:: Work instructions ::
In the records, each line holding "absolute" must be reported.

------ Dataset extract

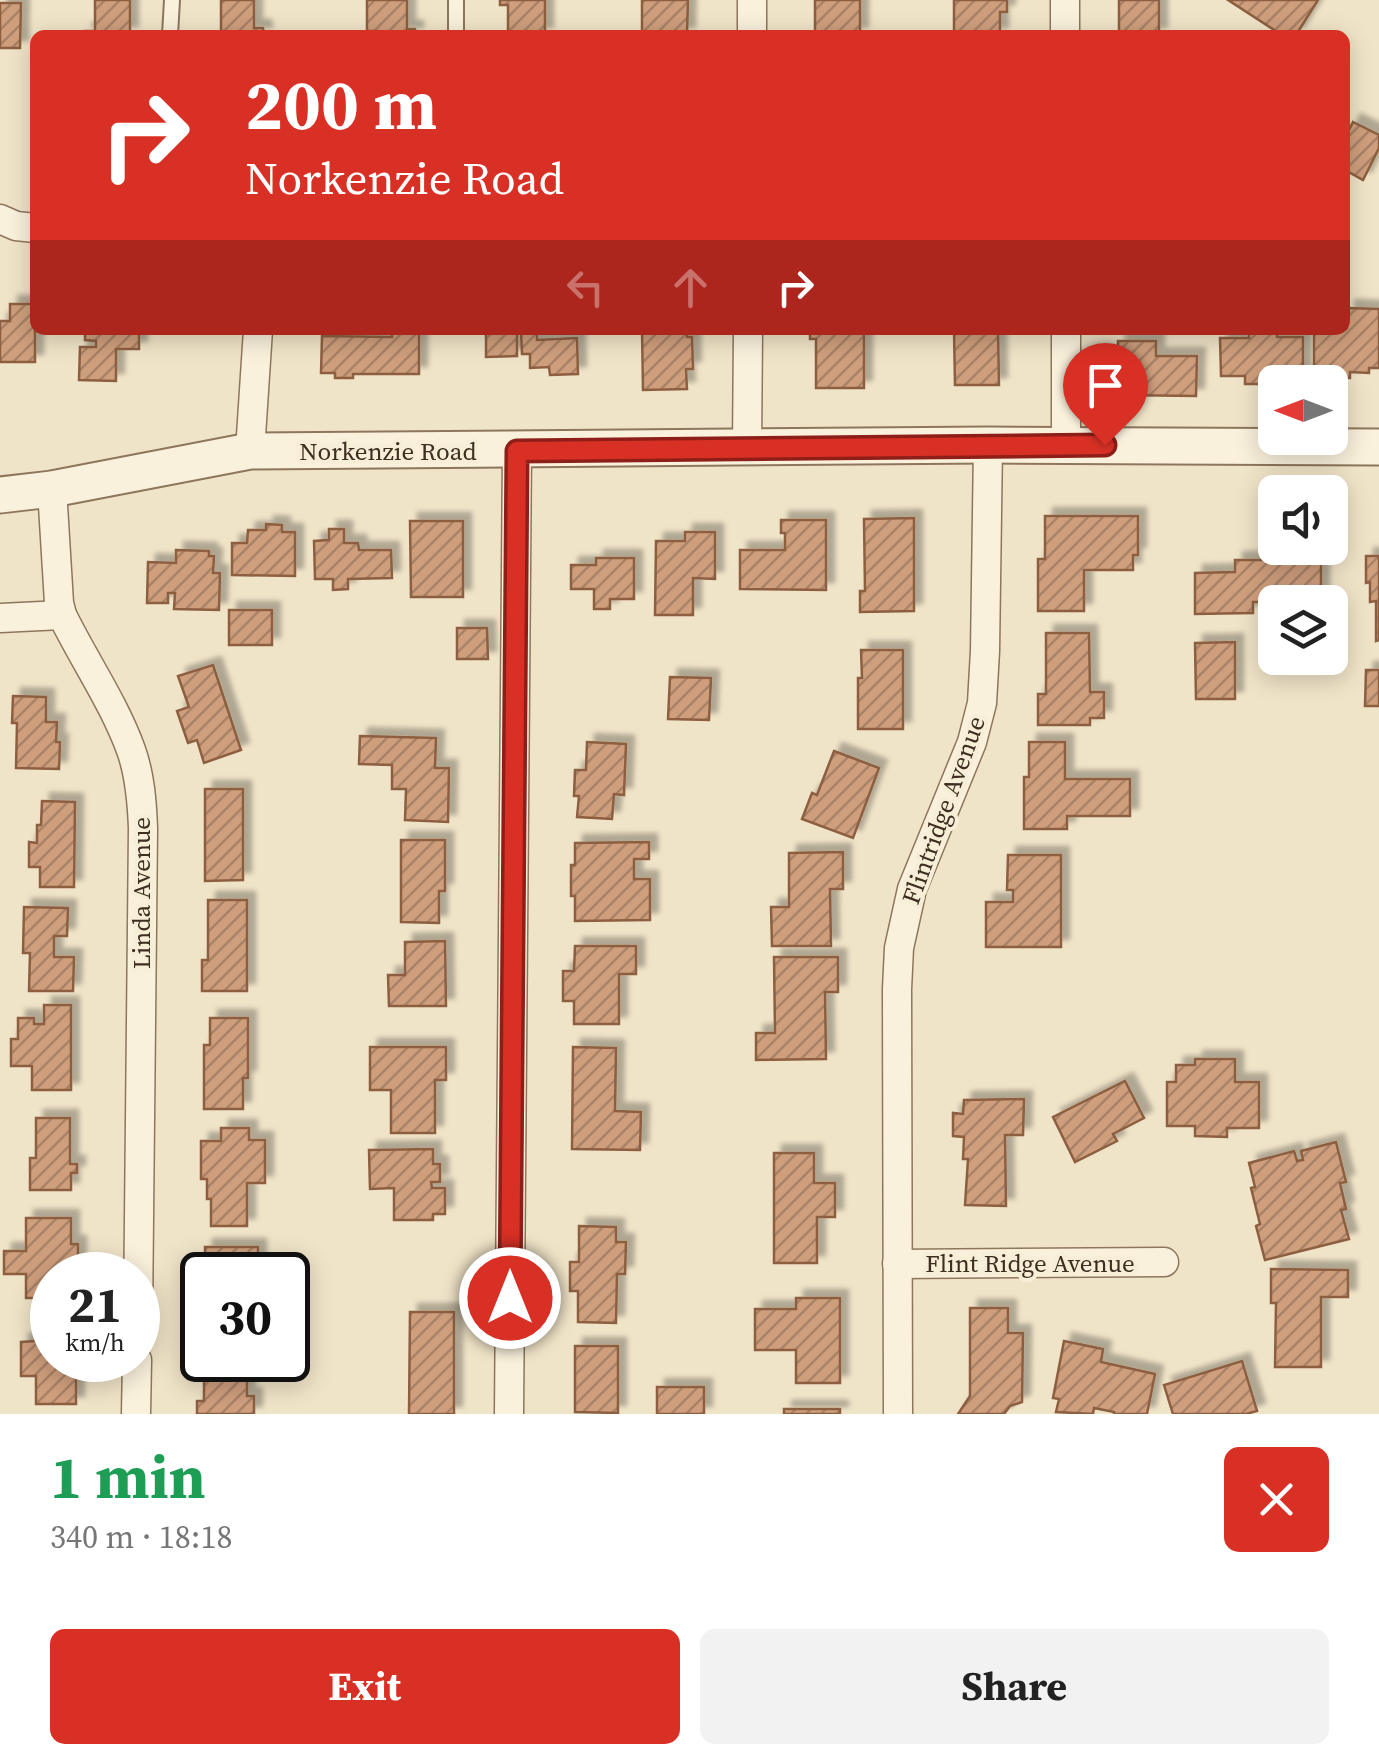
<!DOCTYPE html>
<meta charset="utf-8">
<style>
:root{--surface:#fff;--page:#f2f2f2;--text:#222;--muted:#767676;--accent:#d93025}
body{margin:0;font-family:"Source Serif 4",serif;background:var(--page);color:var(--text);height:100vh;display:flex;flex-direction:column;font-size:38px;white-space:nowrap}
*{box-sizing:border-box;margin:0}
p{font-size:32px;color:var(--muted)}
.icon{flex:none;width:55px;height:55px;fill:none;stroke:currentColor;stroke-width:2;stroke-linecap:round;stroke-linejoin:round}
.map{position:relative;height:1414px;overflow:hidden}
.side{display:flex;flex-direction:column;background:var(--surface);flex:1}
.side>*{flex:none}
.top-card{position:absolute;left:30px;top:30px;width:1320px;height:305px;border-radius:15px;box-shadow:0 5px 25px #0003;background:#d93025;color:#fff;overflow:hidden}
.needle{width:65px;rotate:270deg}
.buttons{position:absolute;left:1258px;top:365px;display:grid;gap:20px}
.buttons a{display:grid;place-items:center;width:90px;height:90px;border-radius:15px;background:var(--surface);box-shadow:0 5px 25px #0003;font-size:50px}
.speed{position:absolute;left:30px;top:1252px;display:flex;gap:20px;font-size:50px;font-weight:700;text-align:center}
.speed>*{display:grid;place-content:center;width:130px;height:130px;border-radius:50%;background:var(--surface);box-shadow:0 5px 25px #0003;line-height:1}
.speed small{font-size:25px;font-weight:400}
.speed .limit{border:5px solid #111;border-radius:15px;background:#fff;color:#111}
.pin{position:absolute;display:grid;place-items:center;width:85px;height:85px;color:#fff;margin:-102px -42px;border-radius:50% 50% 50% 0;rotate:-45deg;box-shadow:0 0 10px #0007}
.pin .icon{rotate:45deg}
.me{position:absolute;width:110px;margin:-55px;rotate:0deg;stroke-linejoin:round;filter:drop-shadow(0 0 8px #0008)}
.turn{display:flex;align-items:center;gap:35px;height:210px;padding:0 50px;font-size:45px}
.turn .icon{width:130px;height:130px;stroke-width:2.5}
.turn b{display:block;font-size:70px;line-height:85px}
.lanes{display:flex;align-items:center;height:95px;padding:0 50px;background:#0003;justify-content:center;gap:50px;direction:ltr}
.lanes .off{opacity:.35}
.round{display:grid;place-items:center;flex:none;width:105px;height:105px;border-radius:15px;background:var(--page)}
.head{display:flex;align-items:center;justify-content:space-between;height:170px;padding:0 50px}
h1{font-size:60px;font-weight:700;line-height:75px;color:#1e9e55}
.button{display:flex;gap:20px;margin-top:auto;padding:20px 50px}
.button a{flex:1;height:115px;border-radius:15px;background:var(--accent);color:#fff;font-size:40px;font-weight:700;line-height:115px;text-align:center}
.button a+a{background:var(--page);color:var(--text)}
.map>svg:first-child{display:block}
.building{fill:url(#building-hatch);stroke:#8d5f41;stroke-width:2.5;filter:url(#shadow)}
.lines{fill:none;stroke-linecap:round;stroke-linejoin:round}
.service-casing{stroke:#8d765c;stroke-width:18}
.minor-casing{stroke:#8d765c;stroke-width:31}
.tertiary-casing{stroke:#8d765c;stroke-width:39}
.service{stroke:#faf1dc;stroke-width:14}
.minor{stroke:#faf1dc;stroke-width:28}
.tertiary{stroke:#faf1dc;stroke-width:35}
.route-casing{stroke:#8d1f18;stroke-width:25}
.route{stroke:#d93025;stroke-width:18}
.labels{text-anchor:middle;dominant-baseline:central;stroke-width:8;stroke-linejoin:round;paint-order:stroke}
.street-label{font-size:25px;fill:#3d2e20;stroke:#f7eed8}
</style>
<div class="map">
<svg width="1379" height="1414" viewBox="0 0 1379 1414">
<defs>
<pattern id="building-hatch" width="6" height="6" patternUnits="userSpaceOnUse" patternTransform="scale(2.5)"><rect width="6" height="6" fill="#cf9f7d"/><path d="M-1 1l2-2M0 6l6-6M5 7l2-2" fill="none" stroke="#a98266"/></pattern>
<filter id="shadow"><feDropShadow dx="8" dy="-8" stdDeviation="2.5" flood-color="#0004"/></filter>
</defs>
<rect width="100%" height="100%" fill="#f0e4c8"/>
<g class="building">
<path d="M95,0H130V34L85,35V31H95Z"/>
<path d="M221,0H254V28H263L264,35H224V31H221Z"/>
<path d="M367,0H407V29H415V35H378V31H367Z"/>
<path d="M500,0H545V35H508V5H500Z"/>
<path d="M642,0H688L687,35H642Z"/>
<rect x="815" y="0" width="45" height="35"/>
<path d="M954,0H1007V12H1000V35H954Z"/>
<rect x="1119" y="0" width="40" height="35"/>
<path d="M1228,0H1318L1296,35H1282Z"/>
<path d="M0,3H21L20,48H0Z"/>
<path d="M1353,122L1379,135V148L1363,180L1345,170V138Z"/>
<path d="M10,304H35V362H0V321H10Z"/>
<path d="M1347,308L1379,309V368H1369V373L1350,372V378H1314V330H1345L1347,328Z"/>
<path d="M85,330H139V349H116V381L79,380L80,347H96V341L85,340Z"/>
<path d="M486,330H517V356L486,357Z"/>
<path d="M537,330V340L577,338L578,374L550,375L549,367L530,368V354H522L521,331Z"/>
<path d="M642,330H687V337H692L693,369H686L687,389L643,390Z"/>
<path d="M810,330H864V388H816V339H810Z"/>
<path d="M954,330H998L999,385H955Z"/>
<path d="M1249,330H1277V337H1303V377H1275V384H1245V376H1221L1220,338H1249Z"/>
<path d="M392,333H419V374H353V378H335V373H321L322,336L392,337Z"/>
<path d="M1118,341H1156V356H1197L1196,396L1117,395Z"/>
<path d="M1045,516H1138V555H1133V570H1084V611H1038V559H1045Z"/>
<path d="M914,518V611L860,612V591H865L864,519Z"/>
<path d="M781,520H826V590L740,589V550H785V533H781Z"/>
<path d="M410,521H463V597H411Z"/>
<path d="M266,524L282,525V532H295V576L232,575V543H247L248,530H266Z"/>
<path d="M329,529H344V543H358L359,550H391L392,578L348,579V589L333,590V579H315L314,541L329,540Z"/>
<path d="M685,532H715V579L693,578V615H655L656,541H685Z"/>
<path d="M176,550L209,551V556H214L213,573H220L219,610L174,609L175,593H168V603H147L148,562L176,563Z"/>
<path d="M1321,553V600L1275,602V617H1262V602H1253V613L1195,614V573L1235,572V560H1266V554Z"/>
<path d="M1366,556H1379V640L1376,641V601L1370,602V582L1366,583Z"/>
<path d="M596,558H634V599H610V609H594V589H571V565H596Z"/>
<rect x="229" y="610" width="43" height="35"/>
<path d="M457,628H487L488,659H457Z"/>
<path d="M1046,633H1089L1090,692H1104V718H1090V725H1038V694H1046Z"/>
<path d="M1235,642V699H1196L1195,643Z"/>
<path d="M861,650H903V729H858V678H862Z"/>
<path d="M213,665L241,750L204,763L197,740L188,743L177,711L189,707L178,676Z"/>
<path d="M1366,670H1379V706H1365Z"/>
<path d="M670,677L711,678L709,720L668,719Z"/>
<path d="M13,696L46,697V722H57L56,742H60L59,769L16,768L17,723H12Z"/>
<path d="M360,736L436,738L435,768H449L448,822L405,820L406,789H392V765L359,764Z"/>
<path d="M587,742L626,744L624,795L614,794L612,819L577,817L579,796H574L575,770H586Z"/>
<path d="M1029,742H1065V779H1130V816H1067V829H1024V777H1029Z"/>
<path d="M834,751L879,768L853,838L802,819L812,793L817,795Z"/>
<path d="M205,789H243V880L205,881Z"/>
<path d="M42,801L75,802L74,887H40V867H29V842L37,843V825H41Z"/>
<path d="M401,840H445V891H439V923L401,922Z"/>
<path d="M649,842V859H634V879H650V920L575,921V896H571V865H575V843Z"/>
<path d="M843,852V889H830L831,946H772L771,907H789V853Z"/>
<path d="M1008,855H1061V947H986V902H1013V890H1007Z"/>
<path d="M208,900H247V991H202V960H208Z"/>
<path d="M24,907L68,908L67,936H54V957H74L73,991H29L30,953H23Z"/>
<path d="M445,941L446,1006H389L388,975H405V942Z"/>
<path d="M575,946H636V974H619V1024H574V1001H563V971H574Z"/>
<path d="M774,957H838V992H825L826,1059L756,1060V1033H775Z"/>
<path d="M44,1005H71V1090H32V1066H11V1039H18V1018H34V1024H44Z"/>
<path d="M210,1018H248V1078H243V1109H204V1045H210Z"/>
<path d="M370,1047H446V1080H435V1133H391V1090H370Z"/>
<path d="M573,1047L616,1048L615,1111L641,1112L640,1150L572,1149Z"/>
<path d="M1195,1059H1235V1082H1259V1128H1227V1137L1195,1136V1126H1167V1082H1176V1065H1195Z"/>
<path d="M1125,1081L1144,1118L1113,1134L1117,1141L1075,1162L1053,1117Z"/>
<path d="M1024,1099L1023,1135H1005L1006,1206L965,1205L968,1159H963L964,1137L953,1136V1113L963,1114L964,1100Z"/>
<path d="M36,1118H70V1164H77V1173H71V1190H30V1158H36Z"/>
<path d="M221,1128H249V1140H265V1183H247V1226H211V1199H207V1179H201V1141H221Z"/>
<path d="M1336,1142L1346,1182L1340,1183L1346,1209L1341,1210L1349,1239L1265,1260L1256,1226L1260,1224L1251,1188L1255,1187L1249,1163L1294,1151L1297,1161L1303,1160L1301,1151Z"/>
<path d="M433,1149V1164H440V1182H431L432,1188H445V1214H433V1220H394V1188L370,1189L369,1150Z"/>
<path d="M774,1153H814V1183H835V1217H817V1263H774Z"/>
<path d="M26,1218H71V1244H78V1272H70V1275H52V1298H26V1274H4V1251H26Z"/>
<path d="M579,1226L616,1227V1242H626L625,1274H617L616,1323L578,1322V1291H570V1262H579Z"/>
<rect x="205" y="1247" width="53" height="28"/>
<path d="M1271,1269L1348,1270V1297H1321V1367H1275L1276,1303H1271Z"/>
<path d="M796,1298H840V1383H796V1350H755V1309H796Z"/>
<path d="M970,1308H1008V1333H1023L1022,1402L1010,1406L1004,1414H958L970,1396Z"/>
<path d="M410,1312H454V1414H409Z"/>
<path d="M35,1318H52V1360H76V1404H36V1376H21V1342L35,1341Z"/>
<path d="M1064,1341L1103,1349L1101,1362L1155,1374L1147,1414H1114V1412L1094,1408L1093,1414L1056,1412L1059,1399L1053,1398Z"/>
<path d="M575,1346H618V1413L575,1412Z"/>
<path d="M204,1360H247V1396H254V1414H197V1401H204Z"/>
<path d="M1242,1361L1257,1411L1246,1414H1173L1164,1385Z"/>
<rect x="657" y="1387" width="47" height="27"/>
<rect x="784" y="1409" width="56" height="5"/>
</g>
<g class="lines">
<defs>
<g id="service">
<path d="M170,35L172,0"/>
<path d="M456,35V0"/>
</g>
<g id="minor">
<path d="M1065,0V35"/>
<path d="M752,35V0"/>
<path d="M0,219L16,226L35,228"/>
<path d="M1066,330V445"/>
<path d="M747,448L748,330"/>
<path d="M250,451L258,330"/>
<path d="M52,489L59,603L62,615C84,660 114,703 131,750C140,775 142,802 143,828L138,1315"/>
<path d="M0,618L62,615"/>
<path d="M897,1264L1164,1262"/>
<path d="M136,1414L137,1360"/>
<path d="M509,1414L517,451"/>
<path d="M898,1414L897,989L899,948L912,889L972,742L982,703L985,651L988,445"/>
</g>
<path id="tertiary" d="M0,495L52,489L250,451L988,445L1379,447"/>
</defs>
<use href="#service" class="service-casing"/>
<use href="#minor" class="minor-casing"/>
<use href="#tertiary" class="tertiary-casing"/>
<use href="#service" class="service"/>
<use href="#minor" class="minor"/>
<use href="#tertiary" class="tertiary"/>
</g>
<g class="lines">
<defs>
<path id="route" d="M510,1298L517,451L1105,445"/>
</defs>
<use href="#route" class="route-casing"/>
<use href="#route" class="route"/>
</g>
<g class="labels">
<g class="street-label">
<text x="388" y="451">Norkenzie Road</text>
<text transform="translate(943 810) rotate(-70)">Flintridge Avenue</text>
<text transform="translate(141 893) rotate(-90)">Linda Avenue</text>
<text x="1030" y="1263">Flint Ridge Avenue</text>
</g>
</g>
</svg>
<div class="buttons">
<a><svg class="needle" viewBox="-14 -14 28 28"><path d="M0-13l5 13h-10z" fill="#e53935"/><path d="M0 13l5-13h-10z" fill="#767676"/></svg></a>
<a><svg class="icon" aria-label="sound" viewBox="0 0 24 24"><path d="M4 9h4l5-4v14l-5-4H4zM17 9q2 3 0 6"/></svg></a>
<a><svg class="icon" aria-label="layers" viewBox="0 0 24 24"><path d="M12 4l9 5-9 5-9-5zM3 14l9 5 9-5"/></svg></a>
</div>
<div class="speed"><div>21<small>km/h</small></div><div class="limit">30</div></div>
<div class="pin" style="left:1105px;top:445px;background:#d93025"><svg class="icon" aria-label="arrive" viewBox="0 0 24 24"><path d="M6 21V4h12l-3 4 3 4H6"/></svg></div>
<svg class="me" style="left:510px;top:1298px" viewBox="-20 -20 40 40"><circle r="17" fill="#d93025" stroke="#fff" stroke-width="3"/><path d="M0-11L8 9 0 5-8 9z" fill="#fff"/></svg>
<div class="top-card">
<div class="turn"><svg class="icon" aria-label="right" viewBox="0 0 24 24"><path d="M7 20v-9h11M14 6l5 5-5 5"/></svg><div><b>200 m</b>Norkenzie Road</div></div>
<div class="lanes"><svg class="icon off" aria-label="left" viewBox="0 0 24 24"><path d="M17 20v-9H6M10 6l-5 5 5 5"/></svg><svg class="icon off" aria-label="ahead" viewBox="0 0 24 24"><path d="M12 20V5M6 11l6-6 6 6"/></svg><svg class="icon" aria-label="right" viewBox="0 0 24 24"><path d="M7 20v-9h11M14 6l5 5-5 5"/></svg></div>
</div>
</div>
<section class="side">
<div class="head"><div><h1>1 min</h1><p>340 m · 18:18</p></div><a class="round" style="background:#d93025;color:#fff"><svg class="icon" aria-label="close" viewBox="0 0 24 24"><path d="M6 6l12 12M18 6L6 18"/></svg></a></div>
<div class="button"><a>Exit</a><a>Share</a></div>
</section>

------------

:: Written solution ::
.top-card{position:absolute;left:30px;top:30px;width:1320px;height:305px;border-radius:15px;box-shadow:0 5px 25px #0003;background:#d93025;color:#fff;overflow:hidden}
.buttons{position:absolute;left:1258px;top:365px;display:grid;gap:20px}
.speed{position:absolute;left:30px;top:1252px;display:flex;gap:20px;font-size:50px;font-weight:700;text-align:center}
.pin{position:absolute;display:grid;place-items:center;width:85px;height:85px;color:#fff;margin:-102px -42px;border-radius:50% 50% 50% 0;rotate:-45deg;box-shadow:0 0 10px #0007}
.me{position:absolute;width:110px;margin:-55px;rotate:0deg;stroke-linejoin:round;filter:drop-shadow(0 0 8px #0008)}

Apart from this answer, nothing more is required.